-- DATA RECORDS follows --
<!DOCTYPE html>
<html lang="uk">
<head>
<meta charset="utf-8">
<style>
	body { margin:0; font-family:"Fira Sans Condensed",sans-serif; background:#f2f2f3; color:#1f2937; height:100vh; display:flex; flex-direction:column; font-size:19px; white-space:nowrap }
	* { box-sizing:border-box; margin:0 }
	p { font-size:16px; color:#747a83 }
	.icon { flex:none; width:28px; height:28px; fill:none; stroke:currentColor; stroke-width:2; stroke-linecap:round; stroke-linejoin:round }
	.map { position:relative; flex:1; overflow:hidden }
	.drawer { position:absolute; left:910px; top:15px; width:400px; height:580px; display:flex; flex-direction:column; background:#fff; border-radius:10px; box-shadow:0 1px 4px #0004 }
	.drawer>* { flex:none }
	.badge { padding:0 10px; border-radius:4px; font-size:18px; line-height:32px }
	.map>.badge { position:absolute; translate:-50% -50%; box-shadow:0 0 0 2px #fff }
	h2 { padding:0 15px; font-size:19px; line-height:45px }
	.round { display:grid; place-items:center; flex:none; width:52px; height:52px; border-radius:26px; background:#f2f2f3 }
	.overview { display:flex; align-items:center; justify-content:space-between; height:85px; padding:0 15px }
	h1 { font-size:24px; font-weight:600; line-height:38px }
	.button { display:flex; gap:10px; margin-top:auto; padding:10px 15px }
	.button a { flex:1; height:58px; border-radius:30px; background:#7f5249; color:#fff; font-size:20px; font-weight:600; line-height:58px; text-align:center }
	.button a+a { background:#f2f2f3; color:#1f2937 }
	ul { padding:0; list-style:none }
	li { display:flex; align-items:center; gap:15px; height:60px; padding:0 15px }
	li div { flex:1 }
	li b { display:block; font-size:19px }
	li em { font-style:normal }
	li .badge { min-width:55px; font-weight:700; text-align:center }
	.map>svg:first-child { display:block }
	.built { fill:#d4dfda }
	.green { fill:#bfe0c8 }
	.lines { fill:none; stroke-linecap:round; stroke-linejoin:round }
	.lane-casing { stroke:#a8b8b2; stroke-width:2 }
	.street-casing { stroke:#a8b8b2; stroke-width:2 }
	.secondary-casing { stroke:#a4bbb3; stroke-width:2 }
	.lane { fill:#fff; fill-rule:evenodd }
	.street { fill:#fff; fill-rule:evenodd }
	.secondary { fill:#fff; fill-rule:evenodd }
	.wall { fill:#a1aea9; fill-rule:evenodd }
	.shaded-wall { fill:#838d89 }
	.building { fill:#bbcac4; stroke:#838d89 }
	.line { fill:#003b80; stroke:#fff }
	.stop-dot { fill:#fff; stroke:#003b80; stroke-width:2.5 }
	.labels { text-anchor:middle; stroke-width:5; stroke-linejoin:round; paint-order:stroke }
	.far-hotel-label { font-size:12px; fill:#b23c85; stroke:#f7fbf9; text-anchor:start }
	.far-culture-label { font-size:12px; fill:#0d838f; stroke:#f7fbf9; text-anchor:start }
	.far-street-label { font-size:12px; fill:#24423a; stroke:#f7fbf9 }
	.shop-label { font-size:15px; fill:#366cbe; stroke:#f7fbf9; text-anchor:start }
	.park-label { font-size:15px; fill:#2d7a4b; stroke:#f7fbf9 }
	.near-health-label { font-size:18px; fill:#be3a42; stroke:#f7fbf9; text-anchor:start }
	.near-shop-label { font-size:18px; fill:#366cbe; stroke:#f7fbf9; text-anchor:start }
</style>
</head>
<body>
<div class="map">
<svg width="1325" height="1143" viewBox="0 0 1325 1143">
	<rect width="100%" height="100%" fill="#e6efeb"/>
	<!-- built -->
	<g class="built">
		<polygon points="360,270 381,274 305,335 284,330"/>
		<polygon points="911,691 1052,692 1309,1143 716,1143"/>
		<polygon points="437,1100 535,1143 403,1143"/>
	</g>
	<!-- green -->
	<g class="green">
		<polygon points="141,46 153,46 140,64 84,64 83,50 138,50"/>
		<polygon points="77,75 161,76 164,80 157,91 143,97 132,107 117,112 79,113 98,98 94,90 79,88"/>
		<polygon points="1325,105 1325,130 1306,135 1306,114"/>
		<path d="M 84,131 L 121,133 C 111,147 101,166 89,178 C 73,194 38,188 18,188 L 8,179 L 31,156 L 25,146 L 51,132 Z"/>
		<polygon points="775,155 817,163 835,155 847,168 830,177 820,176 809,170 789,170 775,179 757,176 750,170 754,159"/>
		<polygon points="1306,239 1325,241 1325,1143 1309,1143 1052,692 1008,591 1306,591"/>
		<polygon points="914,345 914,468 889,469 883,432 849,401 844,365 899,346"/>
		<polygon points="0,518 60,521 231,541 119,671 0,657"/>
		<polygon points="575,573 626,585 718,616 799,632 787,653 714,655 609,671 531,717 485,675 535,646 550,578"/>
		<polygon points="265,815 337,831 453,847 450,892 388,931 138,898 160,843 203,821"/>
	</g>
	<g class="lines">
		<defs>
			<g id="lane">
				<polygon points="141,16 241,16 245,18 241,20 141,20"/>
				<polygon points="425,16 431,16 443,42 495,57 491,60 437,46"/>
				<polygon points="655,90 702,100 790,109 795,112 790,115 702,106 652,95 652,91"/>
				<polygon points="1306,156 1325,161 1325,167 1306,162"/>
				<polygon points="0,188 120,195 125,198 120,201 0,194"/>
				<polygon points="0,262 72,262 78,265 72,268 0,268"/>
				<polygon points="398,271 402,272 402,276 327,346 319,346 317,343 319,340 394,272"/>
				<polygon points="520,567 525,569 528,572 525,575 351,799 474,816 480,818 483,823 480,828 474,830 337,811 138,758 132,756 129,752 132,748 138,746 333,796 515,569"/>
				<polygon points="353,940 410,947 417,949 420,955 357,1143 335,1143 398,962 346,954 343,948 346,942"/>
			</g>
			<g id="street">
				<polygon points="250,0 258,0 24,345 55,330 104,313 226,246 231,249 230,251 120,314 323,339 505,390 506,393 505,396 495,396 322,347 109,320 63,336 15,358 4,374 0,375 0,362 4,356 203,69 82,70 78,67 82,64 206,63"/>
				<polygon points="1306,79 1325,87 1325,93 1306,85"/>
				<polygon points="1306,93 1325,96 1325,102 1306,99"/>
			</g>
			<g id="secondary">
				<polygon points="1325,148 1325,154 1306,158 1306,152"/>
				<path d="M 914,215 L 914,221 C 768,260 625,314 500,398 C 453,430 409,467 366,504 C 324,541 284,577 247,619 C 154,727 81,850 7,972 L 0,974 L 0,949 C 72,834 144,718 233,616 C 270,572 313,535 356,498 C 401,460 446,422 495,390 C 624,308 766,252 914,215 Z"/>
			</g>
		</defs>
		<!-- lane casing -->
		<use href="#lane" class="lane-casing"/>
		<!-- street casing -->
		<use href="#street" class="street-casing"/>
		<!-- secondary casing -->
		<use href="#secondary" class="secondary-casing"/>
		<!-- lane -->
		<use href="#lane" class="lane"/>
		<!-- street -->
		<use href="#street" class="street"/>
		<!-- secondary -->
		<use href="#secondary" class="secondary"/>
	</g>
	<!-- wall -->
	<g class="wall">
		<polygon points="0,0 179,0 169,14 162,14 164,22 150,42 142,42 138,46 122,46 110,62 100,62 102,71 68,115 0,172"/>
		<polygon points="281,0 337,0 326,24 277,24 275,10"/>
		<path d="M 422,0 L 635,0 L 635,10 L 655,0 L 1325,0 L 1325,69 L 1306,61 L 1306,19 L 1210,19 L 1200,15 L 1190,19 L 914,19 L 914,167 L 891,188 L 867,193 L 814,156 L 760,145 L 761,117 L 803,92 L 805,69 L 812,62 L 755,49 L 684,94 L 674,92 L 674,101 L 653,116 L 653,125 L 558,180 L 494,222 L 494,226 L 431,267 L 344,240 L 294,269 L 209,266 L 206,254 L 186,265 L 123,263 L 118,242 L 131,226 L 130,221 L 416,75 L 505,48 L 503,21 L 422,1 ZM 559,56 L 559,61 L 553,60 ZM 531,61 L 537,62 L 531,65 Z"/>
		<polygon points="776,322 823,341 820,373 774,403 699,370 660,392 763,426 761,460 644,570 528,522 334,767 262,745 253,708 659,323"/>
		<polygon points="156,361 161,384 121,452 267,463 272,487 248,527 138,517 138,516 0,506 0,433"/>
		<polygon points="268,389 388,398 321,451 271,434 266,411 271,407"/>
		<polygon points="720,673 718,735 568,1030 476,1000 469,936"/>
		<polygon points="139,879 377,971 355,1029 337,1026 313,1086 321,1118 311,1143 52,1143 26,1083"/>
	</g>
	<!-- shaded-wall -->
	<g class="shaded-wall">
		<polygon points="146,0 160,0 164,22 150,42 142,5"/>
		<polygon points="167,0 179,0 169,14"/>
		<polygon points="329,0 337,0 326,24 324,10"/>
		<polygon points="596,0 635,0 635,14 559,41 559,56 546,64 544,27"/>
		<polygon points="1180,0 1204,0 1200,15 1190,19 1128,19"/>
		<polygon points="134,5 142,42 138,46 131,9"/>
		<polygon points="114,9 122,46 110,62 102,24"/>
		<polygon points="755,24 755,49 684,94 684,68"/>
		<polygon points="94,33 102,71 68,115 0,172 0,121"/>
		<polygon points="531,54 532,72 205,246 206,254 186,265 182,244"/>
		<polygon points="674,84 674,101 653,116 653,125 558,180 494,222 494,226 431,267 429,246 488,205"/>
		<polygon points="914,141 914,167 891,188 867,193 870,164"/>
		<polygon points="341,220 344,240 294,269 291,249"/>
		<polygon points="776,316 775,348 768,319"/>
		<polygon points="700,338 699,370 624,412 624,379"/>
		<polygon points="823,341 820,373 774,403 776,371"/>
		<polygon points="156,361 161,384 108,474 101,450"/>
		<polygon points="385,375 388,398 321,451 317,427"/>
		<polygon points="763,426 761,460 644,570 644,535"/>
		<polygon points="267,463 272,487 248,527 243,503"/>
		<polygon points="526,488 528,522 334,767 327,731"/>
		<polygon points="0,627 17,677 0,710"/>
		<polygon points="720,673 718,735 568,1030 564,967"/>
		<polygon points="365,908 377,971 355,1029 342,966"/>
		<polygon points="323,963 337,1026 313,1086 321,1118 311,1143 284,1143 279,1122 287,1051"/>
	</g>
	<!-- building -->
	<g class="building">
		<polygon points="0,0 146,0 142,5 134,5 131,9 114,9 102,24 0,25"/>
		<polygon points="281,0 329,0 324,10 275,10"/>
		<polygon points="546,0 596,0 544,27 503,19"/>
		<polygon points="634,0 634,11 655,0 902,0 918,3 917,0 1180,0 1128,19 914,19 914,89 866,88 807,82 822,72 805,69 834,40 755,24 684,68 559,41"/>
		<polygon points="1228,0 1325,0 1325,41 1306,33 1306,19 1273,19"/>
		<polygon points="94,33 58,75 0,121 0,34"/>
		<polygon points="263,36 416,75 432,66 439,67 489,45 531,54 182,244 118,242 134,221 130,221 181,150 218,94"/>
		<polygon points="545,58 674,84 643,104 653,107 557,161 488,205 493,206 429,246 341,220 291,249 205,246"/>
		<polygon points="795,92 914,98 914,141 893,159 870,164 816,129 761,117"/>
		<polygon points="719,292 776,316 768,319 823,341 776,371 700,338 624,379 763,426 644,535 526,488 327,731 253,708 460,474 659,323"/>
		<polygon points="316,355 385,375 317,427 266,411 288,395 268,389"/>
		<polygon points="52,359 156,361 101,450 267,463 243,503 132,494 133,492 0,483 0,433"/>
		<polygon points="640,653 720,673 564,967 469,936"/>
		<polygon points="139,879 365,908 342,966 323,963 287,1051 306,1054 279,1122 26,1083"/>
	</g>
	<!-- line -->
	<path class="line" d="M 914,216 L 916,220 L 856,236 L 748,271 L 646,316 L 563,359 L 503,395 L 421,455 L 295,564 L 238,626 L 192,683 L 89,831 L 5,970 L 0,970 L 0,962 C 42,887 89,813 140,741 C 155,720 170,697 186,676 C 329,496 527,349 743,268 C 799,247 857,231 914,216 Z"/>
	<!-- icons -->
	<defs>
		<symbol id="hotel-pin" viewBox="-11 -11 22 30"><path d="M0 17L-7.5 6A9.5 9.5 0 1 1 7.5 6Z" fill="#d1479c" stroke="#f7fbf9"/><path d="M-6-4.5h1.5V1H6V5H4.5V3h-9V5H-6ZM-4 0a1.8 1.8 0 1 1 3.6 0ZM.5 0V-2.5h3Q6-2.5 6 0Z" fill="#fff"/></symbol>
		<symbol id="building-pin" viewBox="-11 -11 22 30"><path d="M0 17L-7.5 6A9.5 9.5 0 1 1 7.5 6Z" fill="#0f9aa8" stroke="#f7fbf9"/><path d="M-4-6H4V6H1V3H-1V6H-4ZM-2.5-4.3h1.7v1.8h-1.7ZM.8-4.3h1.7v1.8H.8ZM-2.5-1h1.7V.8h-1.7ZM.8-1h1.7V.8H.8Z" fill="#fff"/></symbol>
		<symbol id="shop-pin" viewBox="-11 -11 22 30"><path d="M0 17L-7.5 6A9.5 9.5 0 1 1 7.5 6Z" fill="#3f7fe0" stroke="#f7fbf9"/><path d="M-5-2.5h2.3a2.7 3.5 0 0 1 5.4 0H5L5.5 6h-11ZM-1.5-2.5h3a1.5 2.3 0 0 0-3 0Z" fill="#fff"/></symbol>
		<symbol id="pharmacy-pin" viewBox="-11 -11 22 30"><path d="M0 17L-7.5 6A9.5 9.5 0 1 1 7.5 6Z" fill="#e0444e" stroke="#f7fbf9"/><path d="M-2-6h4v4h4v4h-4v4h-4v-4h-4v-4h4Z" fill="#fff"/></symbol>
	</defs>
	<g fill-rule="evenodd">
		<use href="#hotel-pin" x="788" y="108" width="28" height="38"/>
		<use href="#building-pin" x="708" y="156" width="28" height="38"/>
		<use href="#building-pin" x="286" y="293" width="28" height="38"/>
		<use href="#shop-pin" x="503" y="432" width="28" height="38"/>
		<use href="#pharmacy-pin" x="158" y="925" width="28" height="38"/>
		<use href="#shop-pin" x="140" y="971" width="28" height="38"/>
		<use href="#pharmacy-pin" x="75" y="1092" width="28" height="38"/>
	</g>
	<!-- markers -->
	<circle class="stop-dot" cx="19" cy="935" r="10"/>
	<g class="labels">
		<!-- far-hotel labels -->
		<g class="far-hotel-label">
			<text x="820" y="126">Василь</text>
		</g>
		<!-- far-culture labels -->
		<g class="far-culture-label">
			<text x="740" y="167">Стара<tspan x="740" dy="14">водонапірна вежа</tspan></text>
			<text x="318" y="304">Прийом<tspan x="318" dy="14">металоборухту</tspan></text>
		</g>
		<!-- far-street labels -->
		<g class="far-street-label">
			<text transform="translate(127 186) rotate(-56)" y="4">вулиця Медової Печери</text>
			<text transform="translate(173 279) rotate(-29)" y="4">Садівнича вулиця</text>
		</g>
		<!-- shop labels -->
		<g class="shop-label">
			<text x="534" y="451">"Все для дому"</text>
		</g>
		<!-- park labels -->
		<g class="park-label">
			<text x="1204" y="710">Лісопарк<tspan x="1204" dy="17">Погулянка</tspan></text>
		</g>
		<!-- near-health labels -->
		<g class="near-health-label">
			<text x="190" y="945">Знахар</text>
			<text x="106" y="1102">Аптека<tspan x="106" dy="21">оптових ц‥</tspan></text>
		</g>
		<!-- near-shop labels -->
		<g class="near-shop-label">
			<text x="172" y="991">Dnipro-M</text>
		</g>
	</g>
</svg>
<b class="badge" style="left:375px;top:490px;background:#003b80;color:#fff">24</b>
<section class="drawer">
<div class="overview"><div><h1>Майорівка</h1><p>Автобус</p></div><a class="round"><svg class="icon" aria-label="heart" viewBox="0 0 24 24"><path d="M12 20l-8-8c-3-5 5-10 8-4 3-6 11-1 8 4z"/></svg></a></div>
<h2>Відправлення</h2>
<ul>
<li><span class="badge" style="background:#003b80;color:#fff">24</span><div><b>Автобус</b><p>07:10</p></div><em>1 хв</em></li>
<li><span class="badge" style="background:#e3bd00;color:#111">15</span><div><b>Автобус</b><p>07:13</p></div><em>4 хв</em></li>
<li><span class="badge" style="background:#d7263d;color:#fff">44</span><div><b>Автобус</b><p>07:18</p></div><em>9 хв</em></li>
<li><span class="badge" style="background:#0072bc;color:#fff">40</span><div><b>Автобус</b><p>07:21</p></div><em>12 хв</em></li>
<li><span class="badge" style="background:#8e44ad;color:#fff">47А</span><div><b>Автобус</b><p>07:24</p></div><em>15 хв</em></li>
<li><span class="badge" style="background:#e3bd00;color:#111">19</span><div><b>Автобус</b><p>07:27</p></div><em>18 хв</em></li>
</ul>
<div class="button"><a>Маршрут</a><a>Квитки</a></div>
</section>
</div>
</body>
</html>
-- DATA RECORDS concluded --
WHAT THE TASK ASKS:
Looking at the data above, return every line from the one with "position:relative; flex:1; overflow:hidden" down to the one with "padding:0 15px; font-size:19px;", exactly and inclusively.

SOLUTION TO THE PROBLEM:
	.map { position:relative; flex:1; overflow:hidden }
	.drawer { position:absolute; left:910px; top:15px; width:400px; height:580px; display:flex; flex-direction:column; background:#fff; border-radius:10px; box-shadow:0 1px 4px #0004 }
	.drawer>* { flex:none }
	.badge { padding:0 10px; border-radius:4px; font-size:18px; line-height:32px }
	.map>.badge { position:absolute; translate:-50% -50%; box-shadow:0 0 0 2px #fff }
	h2 { padding:0 15px; font-size:19px; line-height:45px }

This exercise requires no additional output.